He rescued decades of tapes and transcripts from the National Archives, digitized and improved them, and arranged the website's interactive presentations of the available recordings. Jiahong Yuan and I played a role, by devising and validating a program to identify which justice was speaking when (See "Speaker Identification on the Scotus Corpus", 2008).

More recently, Jerry has inspired an effort to recreate oral arguments from famous cases that took place before the recording system was installed, starting with Brown v. Board of Education. Rejecting the idea of producing "deep fakes" using the existing transcripts and extant recordings of the justices involved, he and his colleagues decided to create what we might call "shallow fakes", where actors will perform (selections from) the transcripts, and a voice morphing system will then be used to make their recordings sound like the target speakers. The recreated clips will be embedded in explanatory material.

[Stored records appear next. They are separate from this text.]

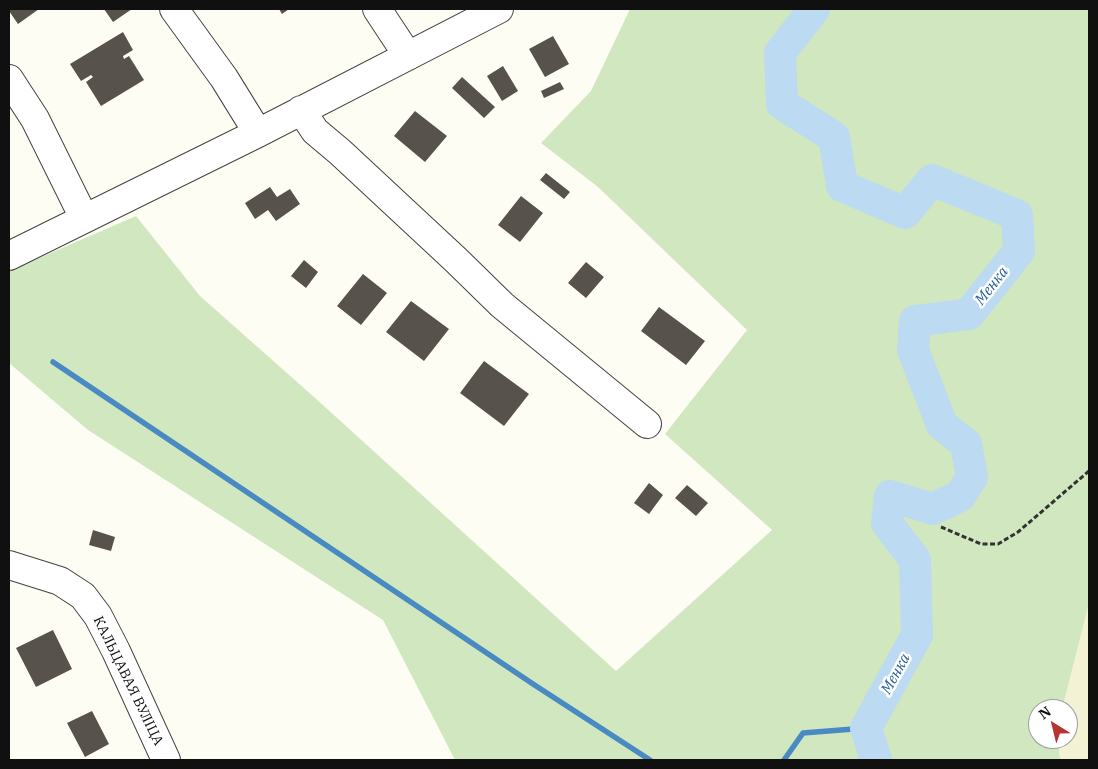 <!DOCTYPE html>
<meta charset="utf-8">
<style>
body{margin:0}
#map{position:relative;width:1098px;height:769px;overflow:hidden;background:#fefdf4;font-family:"IBM Plex Serif",serif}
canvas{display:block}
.frame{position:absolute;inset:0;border:10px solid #101010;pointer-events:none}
.north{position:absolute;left:1028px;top:699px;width:50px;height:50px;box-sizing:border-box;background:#fff;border:1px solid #9f9f9f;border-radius:50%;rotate:324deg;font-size:14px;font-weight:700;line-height:20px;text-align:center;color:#101010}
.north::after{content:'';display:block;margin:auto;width:18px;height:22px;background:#b53432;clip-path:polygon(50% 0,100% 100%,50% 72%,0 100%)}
</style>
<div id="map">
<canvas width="1098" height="769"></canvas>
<div class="frame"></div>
<div class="north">N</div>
</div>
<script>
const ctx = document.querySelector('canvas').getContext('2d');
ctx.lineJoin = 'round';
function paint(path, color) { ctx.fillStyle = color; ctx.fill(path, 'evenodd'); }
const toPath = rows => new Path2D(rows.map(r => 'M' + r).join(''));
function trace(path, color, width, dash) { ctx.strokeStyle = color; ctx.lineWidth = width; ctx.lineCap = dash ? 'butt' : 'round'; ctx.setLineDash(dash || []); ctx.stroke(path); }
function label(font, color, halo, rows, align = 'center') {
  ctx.font = font + ' "IBM Plex Serif",serif'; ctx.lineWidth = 5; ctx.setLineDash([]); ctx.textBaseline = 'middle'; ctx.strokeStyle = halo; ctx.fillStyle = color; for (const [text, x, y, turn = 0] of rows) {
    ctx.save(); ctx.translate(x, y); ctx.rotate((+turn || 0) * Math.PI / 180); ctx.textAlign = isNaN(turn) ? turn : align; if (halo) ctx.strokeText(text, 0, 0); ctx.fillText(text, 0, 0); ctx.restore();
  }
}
paint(toPath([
 [1089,602,1089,760,1061,760,1059,753,1060,739,1068,739,1068,709,1062,709,1062,707]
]), '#f3f2d5');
paint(toPath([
 [630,9,1089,9,1089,603,1062,709,1038,709,1038,739,1060,739,1059,753,1061,760,455,760,383,620,88,430,9,363,9,271,136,216,200,296,314,397,616,671,772,530,665,434,747,330,598,187,541,143,591,91]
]), '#d1e7bf');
trace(toPath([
 [53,362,533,684,650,760],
 [784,760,803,733,866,728]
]), '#498ac3', 5.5);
trace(toPath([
 [814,9,780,53,782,104,834,137,842,186,905,213,932,180,1017,215,1019,251,969,314,915,321,913,350,942,425,966,444,972,477,960,496,933,509,890,496,887,523,915,560,917,635,866,728,876,760]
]), '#bcdaf2', 32);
paint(toPath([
 [9,9,39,9,18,24,9,11],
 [104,9,132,9,113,22],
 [279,9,289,9,282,14],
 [123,32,133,50,123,56,124,59,129,56,144,80,101,106,86,82,93,77,91,75,81,81,70,64],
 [553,36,569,64,545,77,529,49],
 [503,66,518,91,502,101,487,76],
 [462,77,495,107,484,118,452,88],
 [560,82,564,89,544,98,541,91],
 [415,111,447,136,425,162,394,136],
 [546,173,570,192,564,199,540,180],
 [270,187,277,197,290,189,300,204,276,221,268,210,255,219,245,203],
 [521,196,543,213,520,242,498,225],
 [304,260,318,272,306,288,291,276],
 [586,262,604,277,586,298,568,283],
 [363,274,387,293,361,325,337,306],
 [411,301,449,329,424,361,386,332],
 [659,307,705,341,686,365,641,331],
 [484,361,529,394,504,426,460,393],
 [649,483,663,495,649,514,634,503],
 [687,485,708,503,696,516,675,498],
 [93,530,115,537,111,551,89,545],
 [53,630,72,669,36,687,16,648],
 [92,711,109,744,85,757,67,723]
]), '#58524d');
const minor = toPath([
 [174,9,224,78,258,133],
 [377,9,408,56],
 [9,79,35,119,84,218],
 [301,110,315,131,340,152,456,260,502,305,647,424],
 [9,256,258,133,499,9],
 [9,565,60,581,83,596,98,616,116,651,166,760]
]);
trace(minor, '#434343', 30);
trace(toPath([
 [941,527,981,544,998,544,1018,532,1089,471]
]), '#323232', 3, [5, 2.5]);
trace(minor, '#fff', 28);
label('14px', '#101010', '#fff', [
 ["КАЛЬЦАВАЯ ВУЛІЦА",128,681,64]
]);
label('italic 15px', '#225d99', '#fff', [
 ["Менка",992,286,-52],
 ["Менка",896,674,-61]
]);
</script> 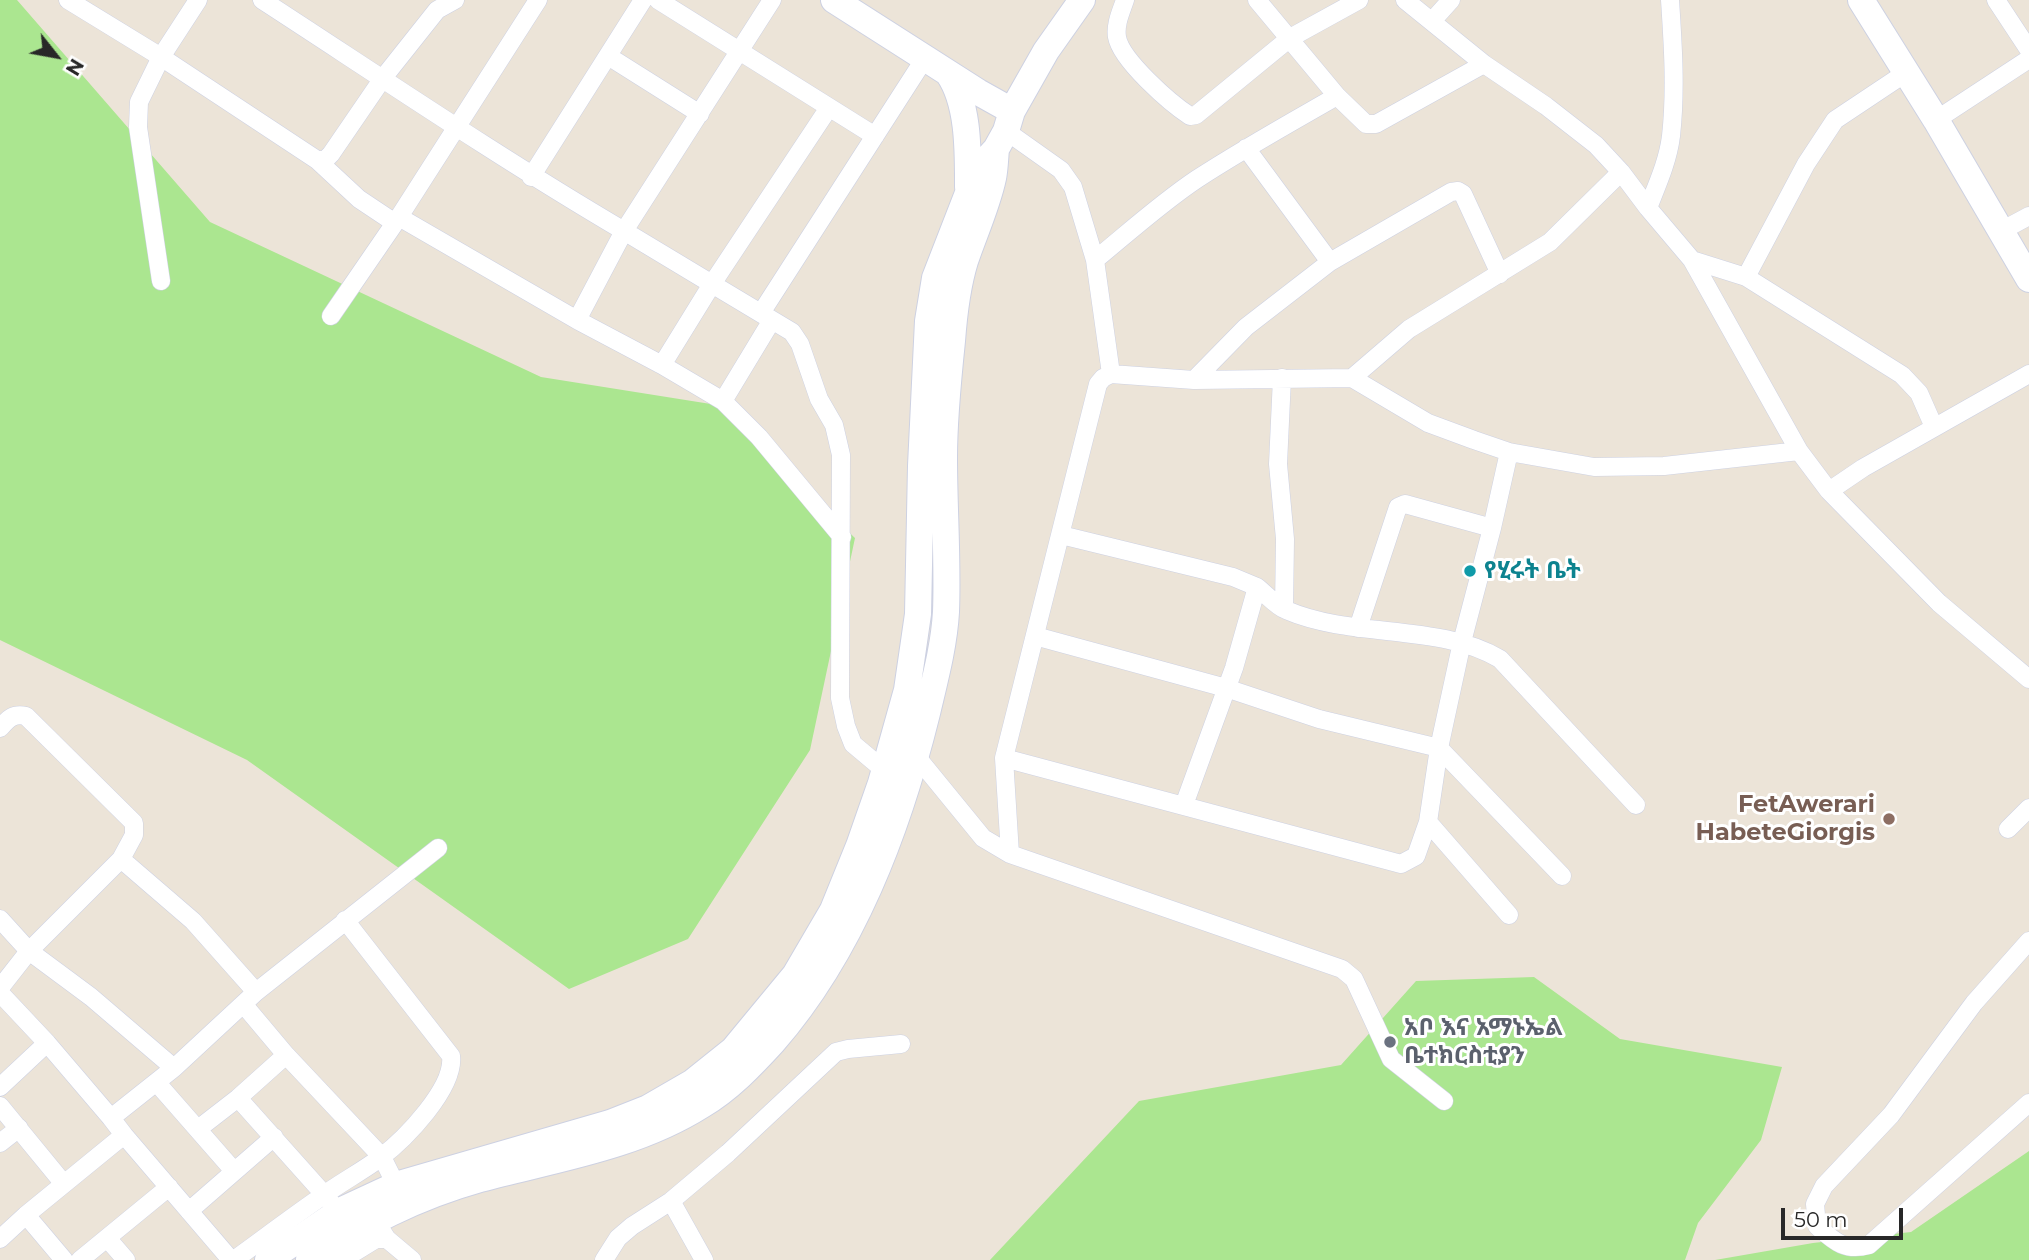 <!DOCTYPE html>
<meta charset="utf-8">
<style>
body{margin:0}
#map{position:relative;width:2029px;height:1260px;overflow:hidden;background:#ece4d8;font-family:Montserrat,sans-serif}
canvas{display:block}
.north{position:absolute;left:21px;top:21px;width:70px;height:70px;-webkit-text-stroke:5px #fff;paint-order:stroke;rotate:121deg;font-size:19px;font-weight:700;line-height:28px;text-align:center;color:#282828}
.north::after{content:'';display:block;margin:auto;width:24px;height:32px;background:#282828;clip-path:polygon(50% 0,100% 100%,50% 72%,0 100%)}
.scale{position:absolute;left:1781px;top:1208px;width:122px;height:32px;box-sizing:border-box;border:4px solid #282828;border-top:0;padding-left:9px;font-size:21px;line-height:24px;white-space:nowrap;color:#282828;-webkit-text-stroke:5px #fff;paint-order:stroke}
</style>
<div id="map">
<canvas width="2029" height="1260"></canvas>
<div class="north">N</div>
<div class="scale">50 m</div>
</div>
<script>
const ctx = document.querySelector('canvas').getContext('2d');
ctx.lineJoin = 'round';
function paint(path, color) {
  ctx.fillStyle = color;
  ctx.fill(path, 'evenodd');
}
function strokePath(path, color, width, dash) {
  ctx.strokeStyle = color;
  ctx.lineWidth = width;
  ctx.lineCap = dash ? 'butt' : 'round';
  ctx.setLineDash(dash || []);
  ctx.stroke(path);
}
function write(font, color, halo, rows, align = 'center') {
  ctx.font = font + ' Montserrat,"Noto Sans Ethiopic",sans-serif';
  ctx.lineWidth = 6;
  ctx.setLineDash([]);
  ctx.textBaseline = 'middle';
  ctx.strokeStyle = halo;
  ctx.fillStyle = color;
  for (const [text, x, y, turn = 0] of rows) {
    ctx.save();
    ctx.translate(x, y);
    ctx.rotate((+turn || 0) * Math.PI / 180);
    ctx.textAlign = isNaN(turn) ? turn : align;
    if (halo) ctx.strokeText(text, 0, 0);
    ctx.fillText(text, 0, 0);
    ctx.restore();
  }
}
const green = new Path2D(`
 M0,0H17L210,222L541,377L717,405L855,538L810,750L688,939L569,989L247,760L0,640Z
 M1534,977L1620,1039L1782,1067L1761,1140L1698,1223L1685,1260H990L1139,1101L1341,1065L1416,981Z
 M2029,1151V1260H1715L1813,1243L1911,1232Z`);
const street = new Path2D(`
 M68,0L161,57L317,160H325L331,154L383,78L437,10L455,0
 M262,0C382,78 500,158 624,231L772,0
 M538,0L399,217L577,320L624,231L712,284L828,109
 M658,0L875,136
 M1125,0C1121,12 1115,24 1117,37C1121,60 1170,103 1190,116L1196,115L1290,38L1359,0
 M1257,0L1337,96L1366,124H1376L1484,64
 M1405,0L1484,64L1546,106L1596,145L1621,172L1648,208
 M1996,0L2029,50
 M1433,20L1451,0
 M608,56L700,114
 M1936,120L2029,59
 M1006,131L1061,170L1073,187L1095,260L1111,374
 M1246,148L1330,262
 M317,160L359,199L395,223
 M531,177L643,0
 M2001,231L2029,216
 M1095,260C1128,233 1161,203 1197,179C1243,149 1290,123 1337,96
 M1692,260L1746,277L1902,375L1919,393L1934,427
 M1746,277L1806,164L1835,120L1907,72
 M161,281L138,127L139,102L161,57L198,0
 M761,313L925,58
 M331,316L399,217
 M577,320L662,365L712,284L792,332L800,344L819,399L834,425L841,455L840,698L846,726L853,744L884,770
 M662,365L723,401L759,437L842,537
 M1282,378L1278,464L1285,539L1284,609
 M1352,378L1409,329L1550,242L1621,172
 M1194,380L1246,327L1330,262L1451,192L1458,191L1463,194L1500,274
 M723,401L772,320
 M1799,451L1829,491L1863,468L2029,374
 M1509,452L1492,528L1462,642L1439,748L1428,822L1416,856L1401,864L1004,758L1098,384L1103,378L1111,374L1194,380L1352,378L1428,423L1474,440L1509,452L1594,467L1664,466L1799,451L1692,260L1648,208C1657,185 1668,161 1671,136C1676,91 1673,45 1670,0
 M1829,491L1939,603L2029,679
 M1061,535L1233,577L1257,587
 M1358,628L1398,507L1405,504L1492,528
 M1035,636L1226,688L1319,719L1439,748L1562,876
 M0,728C8,719 13,713 26,716L134,823V835L121,859L29,951L0,988
 M916,756L983,838L1010,854L1342,969L1354,979L1391,1059L1444,1101
 M1004,758L1010,854
 M1184,805L1234,668L1257,587C1266,594 1276,606 1286,610C1353,639 1440,623 1500,659L1636,805
 M1428,822L1509,915
 M2008,829L2029,808
 M121,859L193,921L256,992
 M0,919L29,951L91,997L174,1068L256,992L438,848
 M2029,941L1974,1003L1891,1115L1824,1186L1815,1204L1817,1226C1834,1241 1845,1252 1869,1245L2029,1103
 M0,993L47,1043L111,1118
 M244,1005L286,1055L382,1157L396,1185
 M157,1083L234,1171
 M0,1087L47,1043
 M238,1098L330,1201
 M0,1106L64,1184
 M198,1129L238,1098L286,1055
 M124,1135L231,1260
 M0,1143L19,1128
 M671,1201L704,1260
 M189,1211L274,1137
 M370,1213L387,1239L412,1260
 M26,1215L64,1260
 M107,1238L126,1260
 M0,1239L26,1215L124,1135L111,1118L174,1068
 M80,1260L169,1187
 M234,1260C263,1239 292,1217 321,1197C340,1183 361,1172 380,1158C405,1139 455,1088 451,1056L345,920
 M342,1260L376,1239H387
 M604,1260L618,1238L632,1226L671,1201L728,1153L836,1052L848,1049L901,1044`);
const secondary = new Path2D(`
 M834,0L978,92L1012,111
 M1861,0L1936,120L2029,279
 M948,73C969,103 968,152 968,187
 M268,1260L340,1211L396,1185L610,1123L648,1108L693,1082L733,1050L795,975L833,910L859,846L881,783L907,690L918,614L921,466L928,321L935,278L977,170L996,149L1006,131L1012,111L1046,51L1082,0
 M309,1260C364,1224 416,1197 480,1179C555,1159 636,1147 702,1105C729,1089 752,1065 773,1042C853,950 898,830 927,713C935,679 944,646 946,612C948,561 944,509 944,458C944,419 948,379 952,341C954,314 957,287 965,261C974,234 987,206 993,178C995,169 995,158 996,149`);
const markers = [
 [1470,571,7,"#0f9aa8"],
 [1889,819,7,"#8d6e63"],
 [1390,1042,7,"#6b7280"]
];
const cultureNames = [
 ["የሂሩት ቤት",1484,571]
];
const educationNames = [
 ["FetAwerari",1875,805],
 ["HabeteGiorgis",1875,833]
];
const worshipNames = [
 ["አቦ እና አማኑኤል",1404,1028],
 ["ቤተክርስቲያን",1404,1056]
];
paint(green, '#abe690');
strokePath(street, '#cdd1e2', 19);
strokePath(secondary, '#cdd1e2', 28);
strokePath(street, '#fff', 18);
strokePath(secondary, '#fff', 26);
for (const [x, y, r, color] of markers) {
  const dot = new Path2D();
  dot.arc(x, y, r, 0, 2 * Math.PI);
  ctx.fillStyle = color;
  ctx.fill(dot);
  strokePath(dot, '#fff', 2.5);
}
write('bold 24px', '#0d838f', '#fff', cultureNames, 'left');
write('bold 24px', '#785e54', '#fff', educationNames, 'right');
write('bold 24px', '#5b616d', '#fff', worshipNames, 'left');
</script>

All the scripts have been written, and in a few months, you'll be able to hear the results — which I expect will be terrific.

But Jerry has pointed out to me that there's another issue that's harder to fix. There are many things besides individual vocal identity that transcripts leave out. And even a skilled actor reading a standard transcript will not put most of these things back in, neither in a generic way nor in a way that's faithful to the original.

Here's a random recent example, from the 10/11/2023 oral argument in Alexander v. South Carolina State Conference of the NAACP.

The first justice to speak was Clarence Thomas:

The official transcript:

Mr. Gore, we review this for clear error. And the district court credited the plaintiffs' expert and found your experts non-credible. So how does that meet the clear error standard?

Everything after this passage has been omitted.